Thursday, September 27, 2007

Water by Deepa Mehta is a beautiful film. Set in India in 1938 we follow Chuyia, a child bride who becomes a widow as her parents inform her. Chuyia, who barely remembers being married, is taken to an ashram (a place where widows live out the rest of their lives) by her parents. As tradition dictates, Chuyia's head is shaved and her colourful saris are exchanged for a plain white one thus visually identifying her as a widow, an outcast, someone who is already half dead. While Chuyia reluctantly learns about her new lot in life, she meets Kalyani. Kalyani stands out amongst the widows with her own room, her hair in tact and there seems to be some hope expressed in her eyes. We learn that Kalyani is being prostituted out, taken across the water at night where she is the mistress to an upper class man. When Kalyani meets a young idealist, a follower of Gandhi, the story reveals itself to really be about two "star-crossed lovers." This film is a Romeo and Juliet set within the changing political environment of 1938 India. In Water the two feuding families of the classic R & J story are the two classes represented in the film. While the film does focus on the love story, it is predominantly through Chuyia's eyes that we experience the world.

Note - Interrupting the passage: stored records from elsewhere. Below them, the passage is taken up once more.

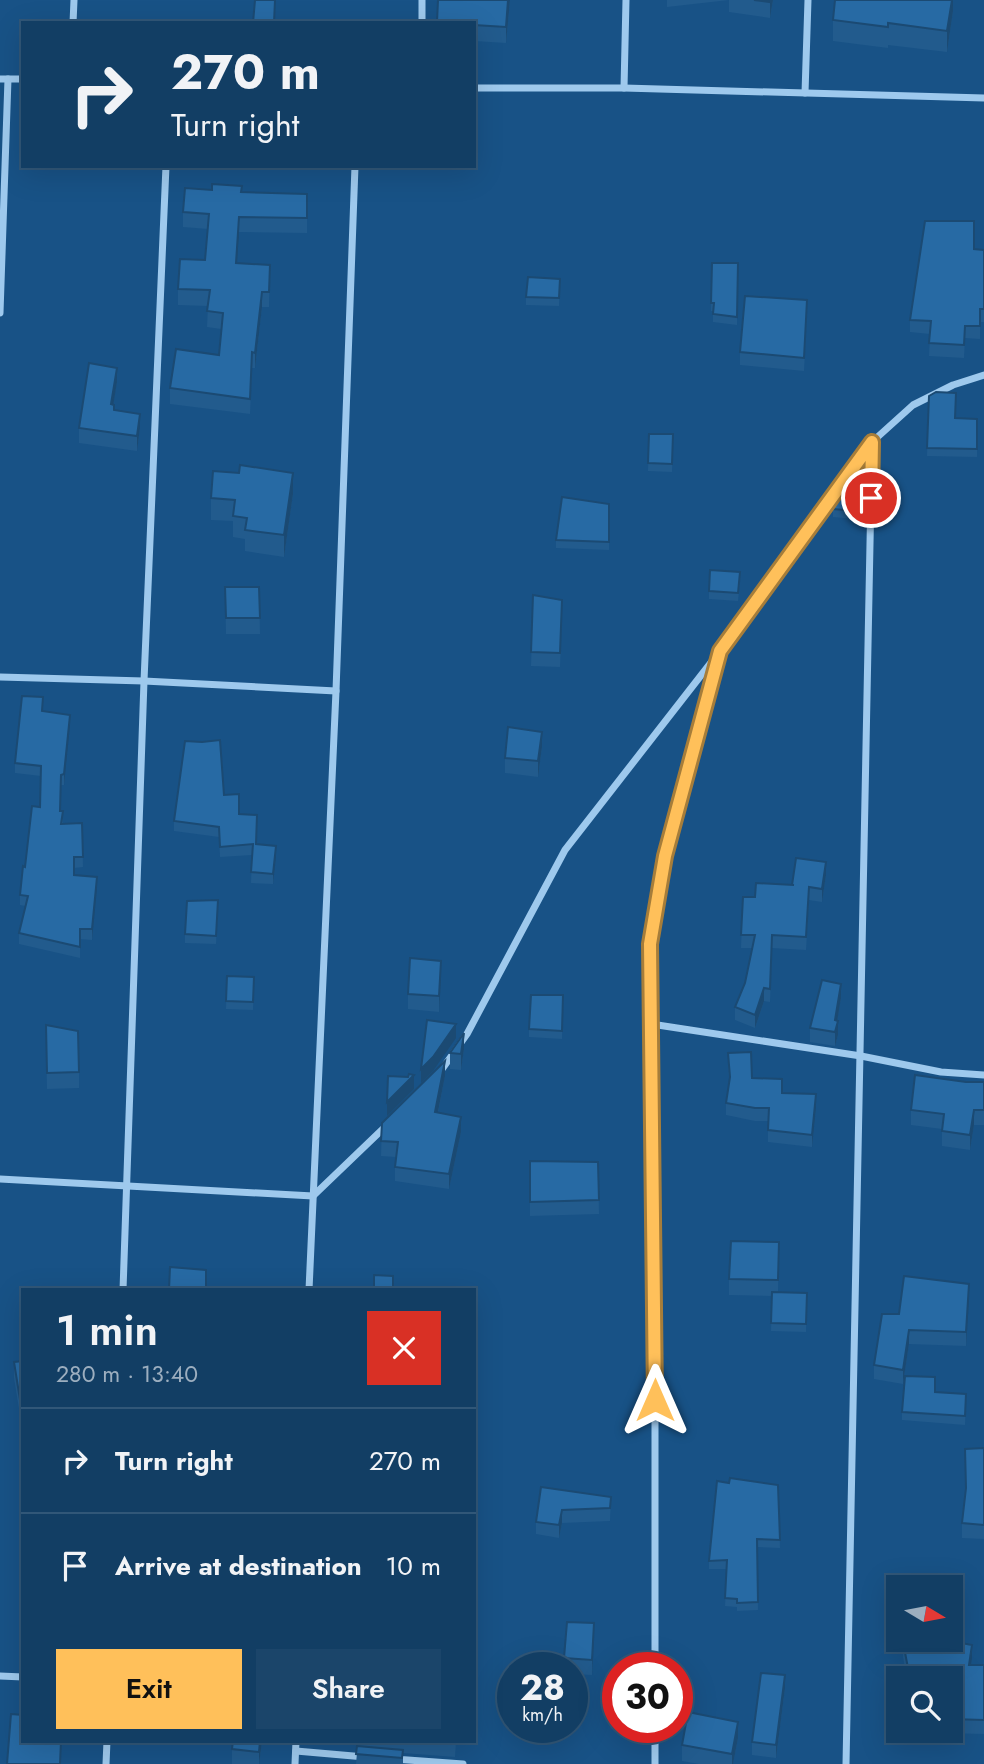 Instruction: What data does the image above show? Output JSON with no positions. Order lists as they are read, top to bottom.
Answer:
{
  "north": "right",
  "page": {
    "turn": ["270 m", "Turn right"],
    "heading": ["1 min", "280 m · 13:40"],
    "list": [
      {
        "name": "Turn right",
        "value": "270 m"
      },
      {
        "name": "Arrive at destination",
        "value": "10 m"
      }
    ],
    "buttons": ["Exit", "Share"],
    "speed": "28 km/h",
    "limit": "30"
  }
} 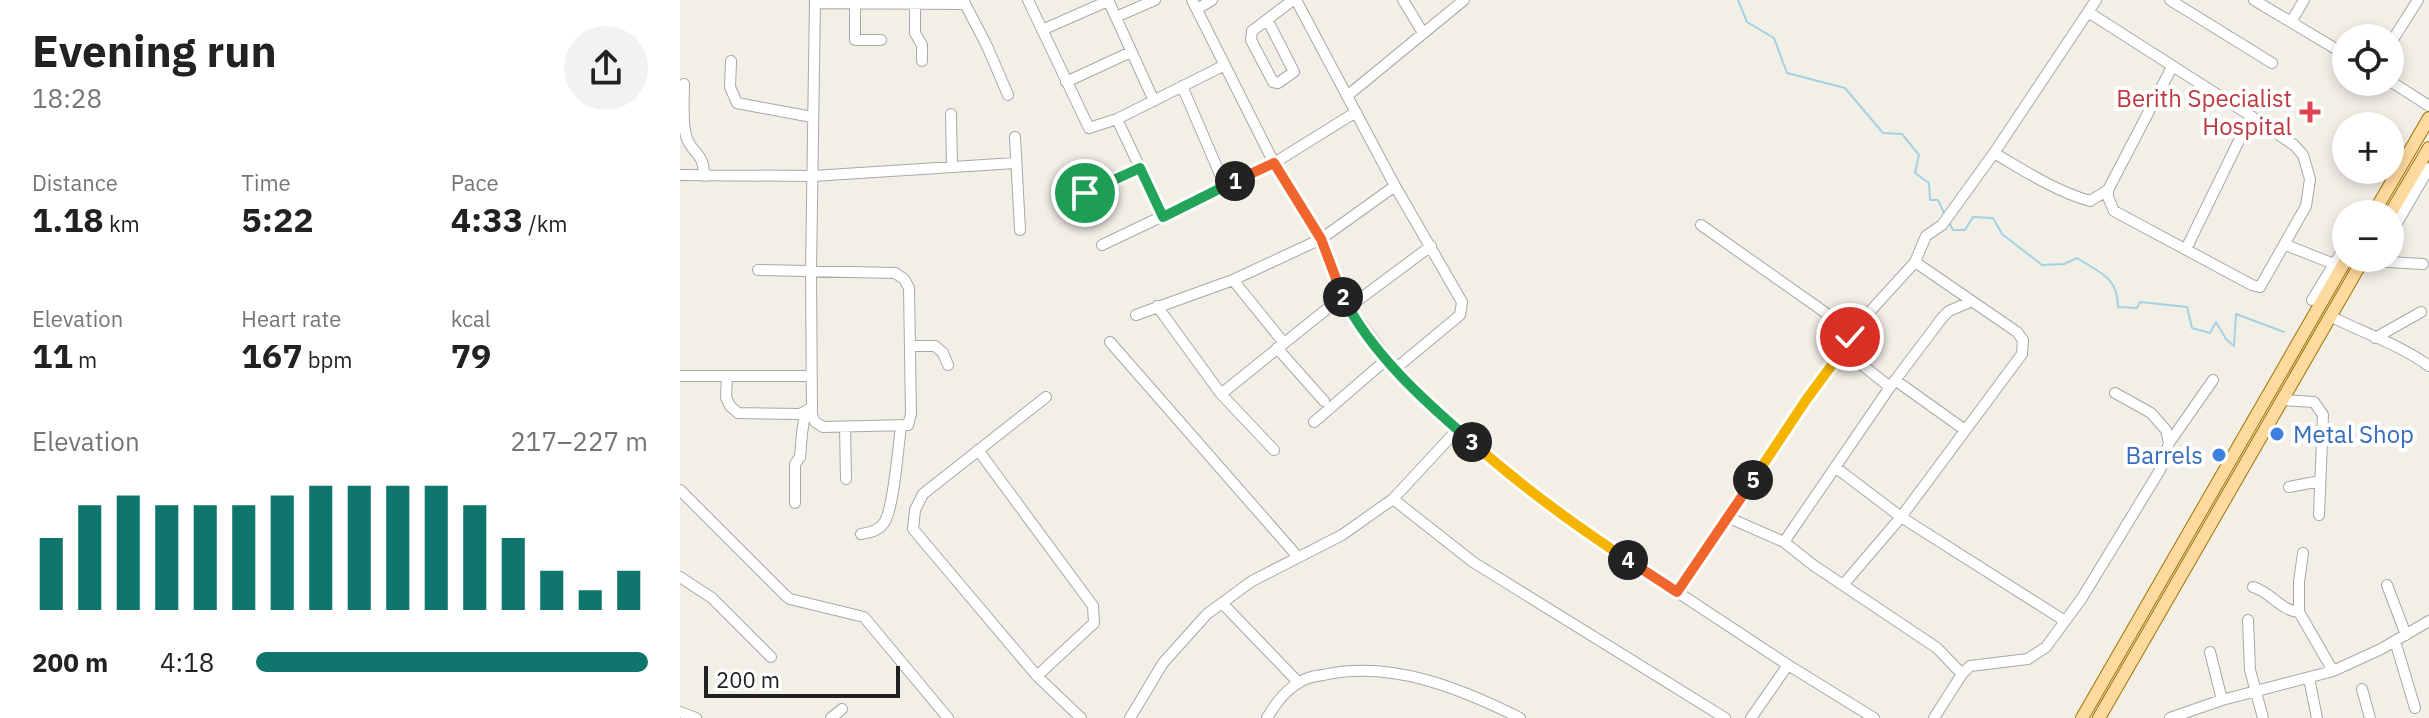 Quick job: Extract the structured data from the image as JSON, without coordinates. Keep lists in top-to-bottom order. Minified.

The life inside the ashram is fairly grim since these are condemned women. Outside of the ashram people fear if a widow's shadow grazes them they too will be cursed. They are ignored, forgotten and unloved women. Kalyani's forbidden love causes a storm that sets the tragedy in motion. For Chuyia her youthful spirit brings an energy to the interior of the ashram that we sense has not been there for quite some time. While it is Kalyani's desire that disrupts the norm, it is Chuyia's presence in the ashram tradition that initially stirs up the staid life of this society. She questions and fights. She even bites and in her youthful innocence defying the traditions refusing to adapt to what she sees as an illogical life. What the film is suggesting is that tradition acts as a mask for an oppression of women, saying that it is not tradition that causes women being viewed as unimportant and second class to men, but rather a society dominated by a patriarchal upper class, one that determines the rules that includes the view of women as second class. When Chuyia asks, "Where do the male widows live?" there is a collective gasp from all the widowed women as they mutter things like "What a horrible thing to wish upon our men."

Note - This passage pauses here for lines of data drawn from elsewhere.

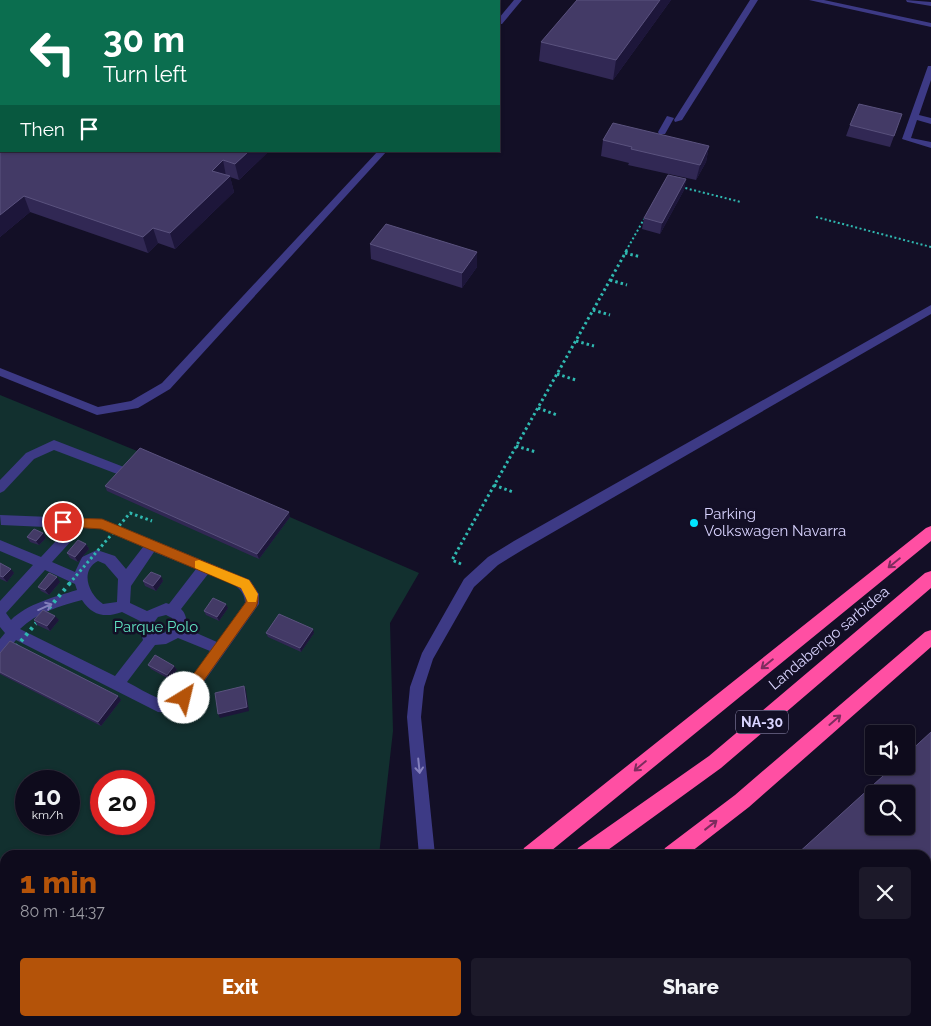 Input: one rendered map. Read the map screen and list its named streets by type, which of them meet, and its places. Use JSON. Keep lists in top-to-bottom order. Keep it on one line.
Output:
{"streets":{"highway":["Landabengo sarbidea","NA-30"]},"parks":["Parque Polo"],"places":["Parking Volkswagen Navarra"],"page":{"turn":["30 m","Turn left"],"then":"Then","speed":"10 km/h","limit":"20","heading":["1 min","80 m · 14:37"],"buttons":["Exit","Share"]}} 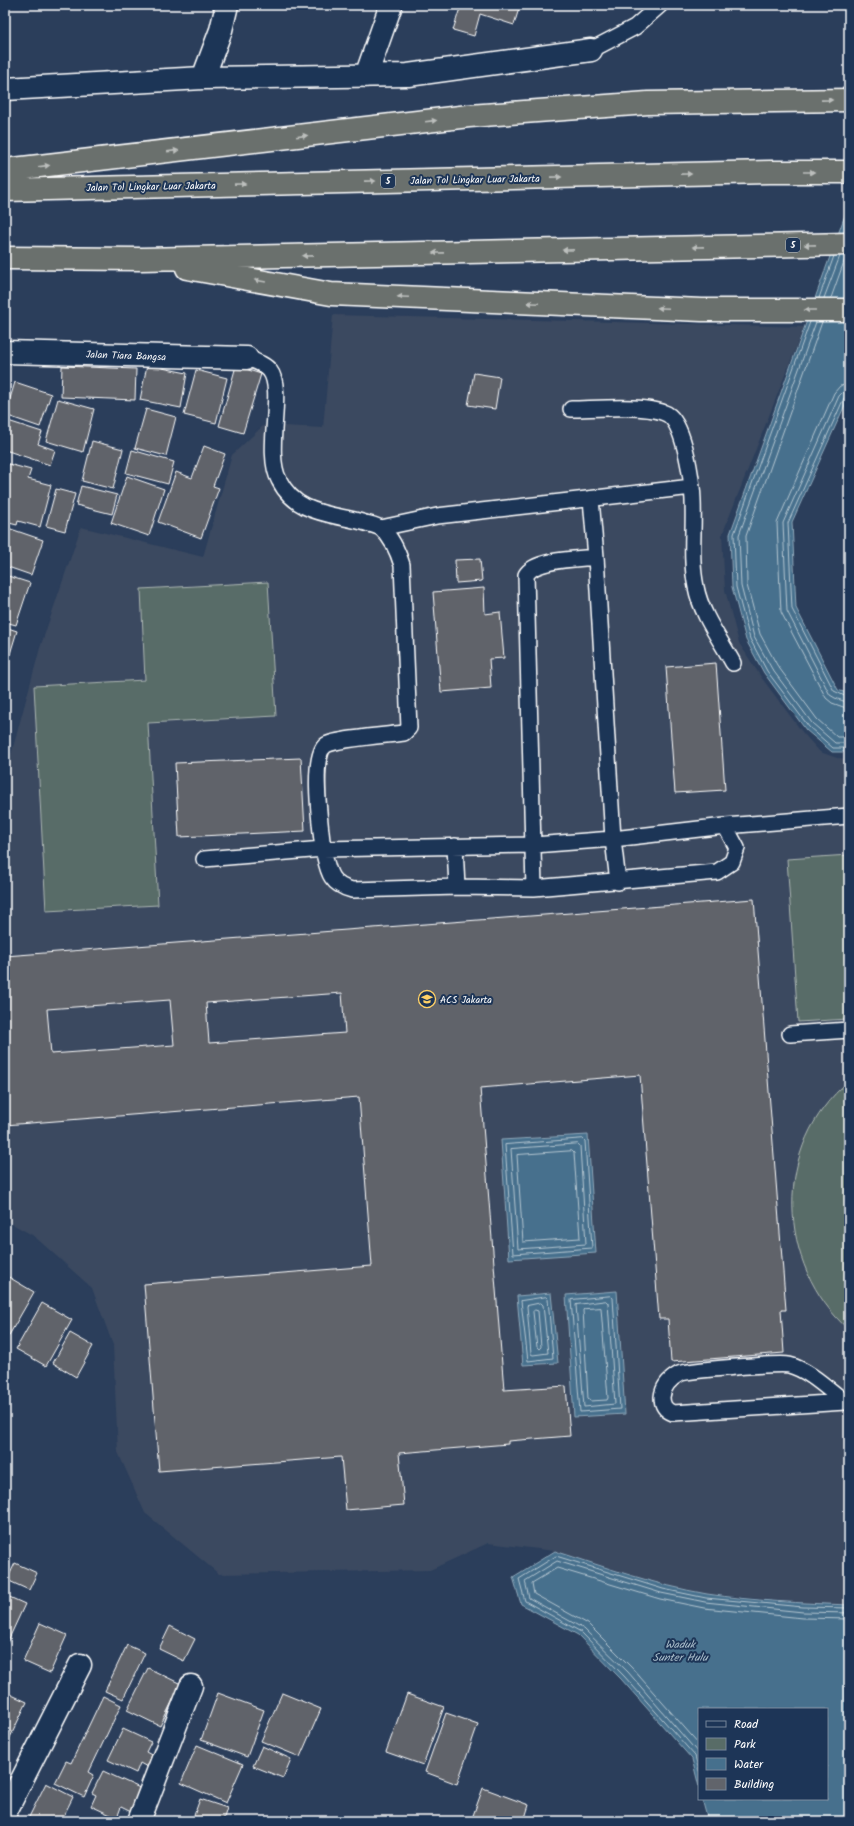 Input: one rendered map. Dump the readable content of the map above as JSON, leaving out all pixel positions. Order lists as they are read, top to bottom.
{
  "streets": {
    "highway": ["Jalan Tol Lingkar Luar Jakarta", "5"],
    "street": ["Jalan Tiara Bangsa"]
  },
  "water": ["Waduk Sunter Hulu"],
  "places": {
    "school or university": ["ACS Jakarta"]
  },
  "legend": [
    "Road",
    "Park",
    "Water",
    "Building"
  ]
} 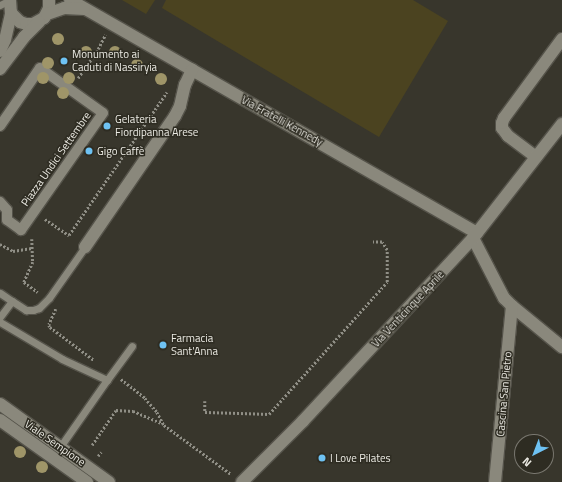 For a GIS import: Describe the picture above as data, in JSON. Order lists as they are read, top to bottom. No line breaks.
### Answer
{"streets":{"street":["Via Fratelli Kennedy","Piazza Undici Settembre","Via Venticinque Aprile","Cascina San Pietro","Viale Sempione"]},"crossings":[["Via Fratelli Kennedy","Via Venticinque Aprile"]],"places":["Monumento ai Caduti di Nassiryia","Gelateria Fiordipanna Arese","Gigo Caffè","Farmacia Sant'Anna","I Love Pilates"],"north":"bottom left"}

Water is obviously a central motif. The camera water as life and it is presented at moments to remind us of renewal. Sins can be washed away and our thirst can be satisfied. Water can transport us and it can also take life from us. It is central to the life of the community and it is one thing that everyone shares and has in common. Each person comes to the banks of the river to be cleansed even if it is for different reasons the desire is ultimately the same.

I kept missing opportunities to see this film (as I often do) on the big screen and it really is unfortunate that I did not see it in the theatre because Mehta works with a fantastic cinematographer (Giles Nuttgens) that brings light into such a dark place as the ashram is. Visually this film is remarkable. The stillness of the shots allows the scene to dictate how we see the story unfold. In fact, the emotion and content of the scene seems to dictate how the camera views the (in)action. I draw attention to this because often in film our eye is led by the camera choice. Water is an example of a film that does not let the camera shape the story. Instead it works with light and dark to highlight areas of a scene while the drama unfolds for us.

If you haven't already seen this film, I highly recommend it.


mister anchovy said...

We havne't seen this one yet, although we've heard only good things about it.

Wandering Coyote said...

I've always wanted to see this one. I'll have to find a copy from somewhere. Thanks for the review!